Orange-Mali nourrit de grandes ambitions pour les jeunes. La société de téléphonie mobile, en plus du développement de réseau et de sa RSE, a dans sa besace, la création d’un « digital center«  d’ici la fin de l’année. Il s’agit de former de jeunes start-up et de les financer dans la technologie digitale.

L’annonce de cette bonne nouvelle a été faite le mercredi dernier, au cours d’un point de presse, par le directeur exécutif (CEO) Moyen-Orient et Afrique d’Orange, Alioune Ndiaye. Les efforts d’Orange, aux dires de M. Ndiaye, sont axés sur le développement du réseau. Rien qu’en 2018, sa société a investi 60 milliards de F CFA au Mali pour l’accès à la technologie 4G et compte couvrir 50 % du territoire d’ici la fin de l’année.
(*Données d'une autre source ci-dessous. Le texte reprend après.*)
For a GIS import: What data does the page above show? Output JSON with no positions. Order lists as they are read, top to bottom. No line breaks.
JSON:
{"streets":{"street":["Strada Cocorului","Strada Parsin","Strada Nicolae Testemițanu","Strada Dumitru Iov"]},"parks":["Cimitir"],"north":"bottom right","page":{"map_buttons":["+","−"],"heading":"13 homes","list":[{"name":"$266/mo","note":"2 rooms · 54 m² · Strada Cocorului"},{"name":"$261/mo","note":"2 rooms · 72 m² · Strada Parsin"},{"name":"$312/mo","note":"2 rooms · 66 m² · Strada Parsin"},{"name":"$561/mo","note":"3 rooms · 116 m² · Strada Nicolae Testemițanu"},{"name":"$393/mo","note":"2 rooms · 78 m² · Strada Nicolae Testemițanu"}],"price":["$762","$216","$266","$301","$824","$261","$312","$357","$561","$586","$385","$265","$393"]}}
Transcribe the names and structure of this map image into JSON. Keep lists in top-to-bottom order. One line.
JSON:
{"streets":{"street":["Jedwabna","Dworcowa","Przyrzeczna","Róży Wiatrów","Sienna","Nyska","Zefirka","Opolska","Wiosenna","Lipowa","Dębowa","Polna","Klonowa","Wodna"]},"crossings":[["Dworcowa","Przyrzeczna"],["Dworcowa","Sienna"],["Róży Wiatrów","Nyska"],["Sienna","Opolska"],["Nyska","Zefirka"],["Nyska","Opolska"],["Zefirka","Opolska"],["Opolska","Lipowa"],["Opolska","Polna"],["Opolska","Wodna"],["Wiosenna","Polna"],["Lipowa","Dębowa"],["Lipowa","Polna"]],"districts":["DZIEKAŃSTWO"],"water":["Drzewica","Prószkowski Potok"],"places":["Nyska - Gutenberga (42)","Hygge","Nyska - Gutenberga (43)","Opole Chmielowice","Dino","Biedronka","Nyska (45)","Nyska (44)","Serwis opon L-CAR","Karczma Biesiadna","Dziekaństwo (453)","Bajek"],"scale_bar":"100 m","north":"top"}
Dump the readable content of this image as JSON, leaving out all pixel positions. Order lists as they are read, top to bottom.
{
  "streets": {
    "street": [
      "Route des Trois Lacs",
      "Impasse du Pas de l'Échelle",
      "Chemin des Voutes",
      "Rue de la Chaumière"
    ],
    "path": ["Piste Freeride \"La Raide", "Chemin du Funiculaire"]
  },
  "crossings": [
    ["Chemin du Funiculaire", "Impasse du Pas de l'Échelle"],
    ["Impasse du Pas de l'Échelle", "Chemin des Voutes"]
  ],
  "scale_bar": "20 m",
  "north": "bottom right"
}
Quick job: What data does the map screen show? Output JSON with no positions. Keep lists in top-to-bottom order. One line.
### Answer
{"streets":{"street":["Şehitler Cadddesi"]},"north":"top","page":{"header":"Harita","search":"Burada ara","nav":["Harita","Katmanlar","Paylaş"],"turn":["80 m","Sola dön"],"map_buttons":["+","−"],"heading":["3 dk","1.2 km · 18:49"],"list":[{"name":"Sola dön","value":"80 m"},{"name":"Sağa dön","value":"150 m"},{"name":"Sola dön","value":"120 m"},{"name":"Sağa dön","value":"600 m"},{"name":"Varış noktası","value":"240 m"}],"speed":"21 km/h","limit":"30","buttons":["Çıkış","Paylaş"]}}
L’ambition phare de sa société cette année, est de développer la technologie digitale dans notre pays. Ce vaste chantier qui verra le jour d’ici fin 2019, est centré sur la création de « Orange digital center ». Celui-ci comportera une école de codage gratuit pour la formation de jeunes du niveau DEF, pour un cycle court de 6 mois. Il y aura ensuite, « Orange Fac », un creuset d’incubation de start-up et « Orange digital adventure ». Il est prévu à cet effet un fonds d’investissements de 32,5 milliards F CFA pour le financement des activités des jeunes formés. « Cette expérience a été tentée au Sénégal et a rencontré un grand engouement. 95 % des jeunes formés ont eu de l’emploi ou ont pu s’insérer à leur propre compte », a indiqué l’ancien D G d’Ikatel et d’Orange Mali.

Dans le cadre de la Responsabilité sociale des entreprises (RSE), le patron d’Orange soutient que son entreprise a toujours joué sa partition. « Sur 100 F CFA de chiffre d’affaires, 14 F CFA sont investis dans des actions de bienfaisance », a-t-il clarifié. Le directeur d’Orange-Mali, M. Ba, a pour sa part, indiqué que plus de 600 millions de F CFA sont dépensés par an au Mali dans les activités de la Fondation Orange et ils conviennent tous qu’Orange est une entreprise citoyenne.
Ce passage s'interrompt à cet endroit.